Looking at and feeling my past and positioned against the current state of affairs in America (up to and including big-box consumer mentality and foot-dragging on energy and consumption issues) it's time to cash-in on what else the world can offer...been travelling enough in spare time (and professional invites) to have appraised the available real humanity, cultures, and societies out there.
It's more so in America and every day louder, "ask your doctor about" pills that can make you dance with butterflies (if your job or domestic situation is increasingly uncomfortable) or markers of success are a Lexus or an Expedition bigger and costlier that the Jones's. Finanace a 30-yr home mortgage with a new 4-bedroom track house that in 30 years can't be sold or occupied again. Prosper and educate the kids with "No Child Left Behind" and find they have nothing to show but qualifications to work at WalMart...or sell real estate.
There are little sparks of life out here, things a small number of people do that contribute, or make a difference but only enough to engulf some validity in their own lives, doing little for the big picture...we're up against a huge phenomena led by money in the end.
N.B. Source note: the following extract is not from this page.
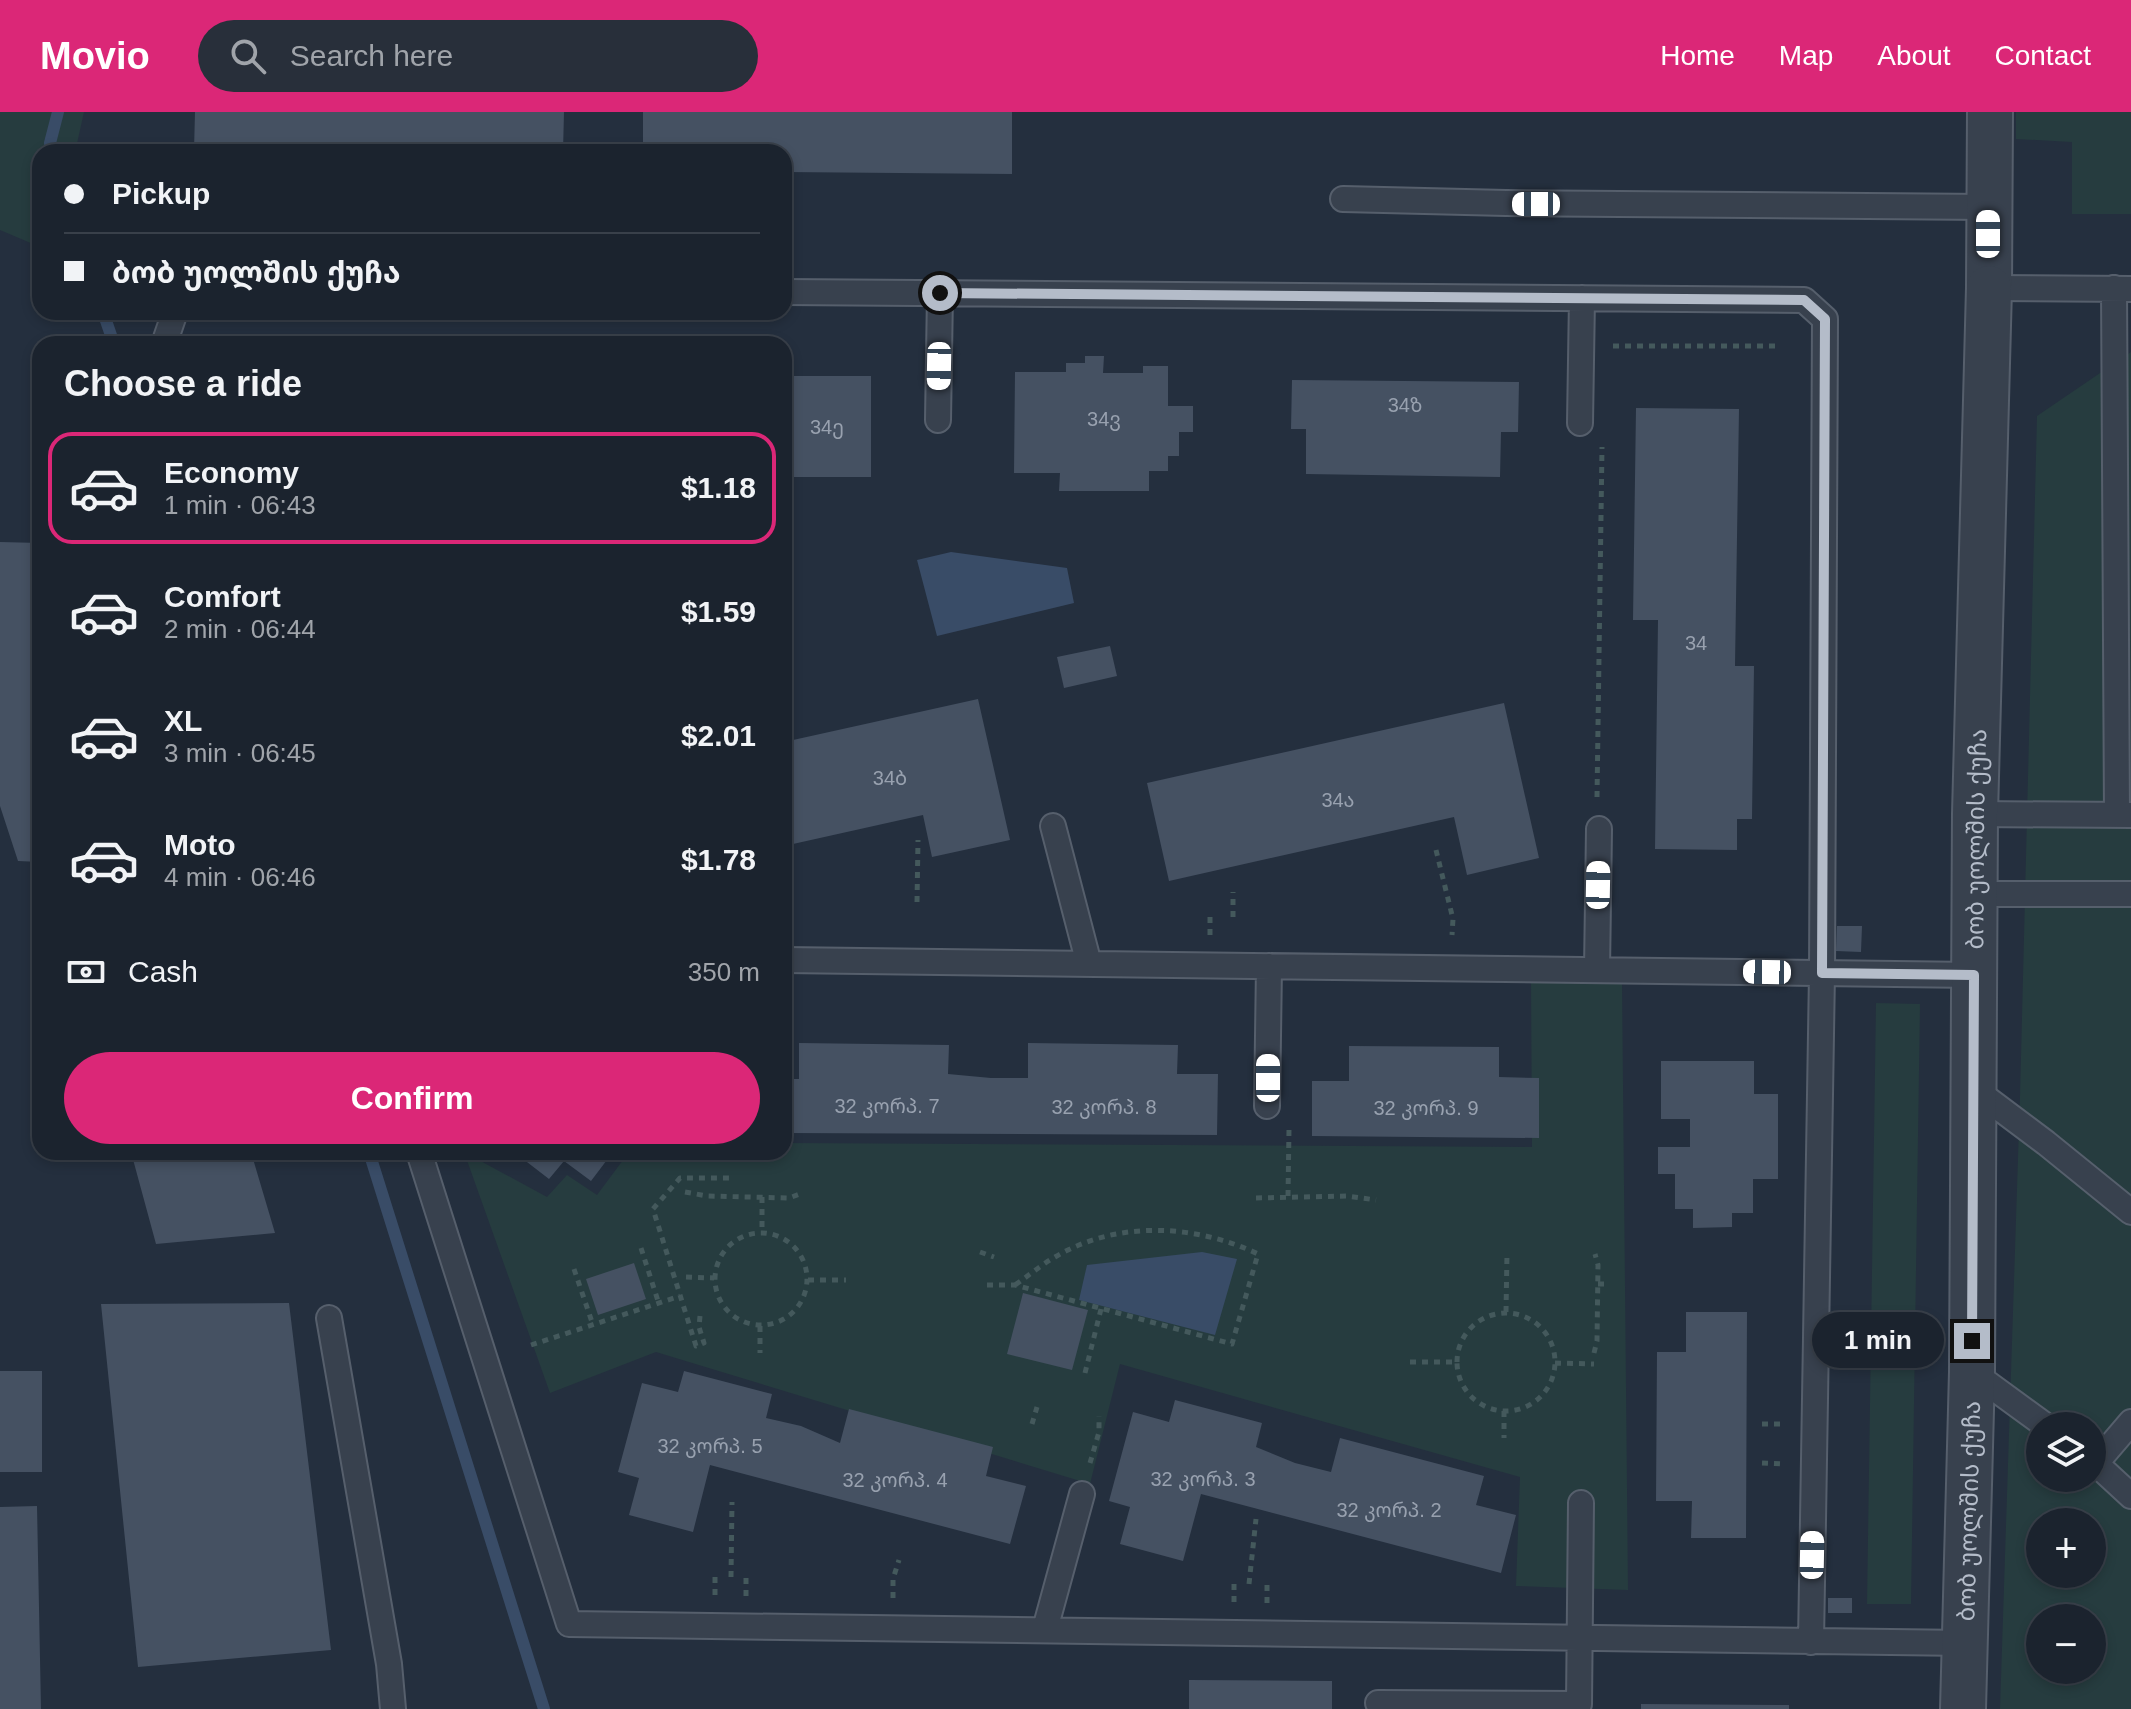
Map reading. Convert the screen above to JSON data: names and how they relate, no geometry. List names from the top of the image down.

We live, then die, and the spirits of people who achieve lavishly against those who struggle, I'd rather share a Sunday dinner with the black family who lost what little they had from Katrina than the yuppie down the road with a Kentucky Derby winning mare, and a 3 million-dollar barn to house her.
I say foreigners because of the character of the native now, who sees fiscal potential vs. possibilities of success measured in trees that live or die or who they work for vs. the trees that the above "own". But a cog in the entire machine, a fresh outlook means not seeing things measured by the formula that America uses and has to continue to, vs what one man can do that might lead to better things not included in the standards by which Western culture measures success. Unpolluted minds, open to thinking about what's wrong with certain beings and how to rectify them. If one is truely interested in really fixing a sick tree, it means addressing issues the mainstream doesn't want to hear about. Guts like those who left a home culture under pressure, and offered a fresh perspective untainted by what has become the base root of America today and how we solve problems instead of understanding what causes them.
Criteria is tight, but there are people out there still, I like to believe.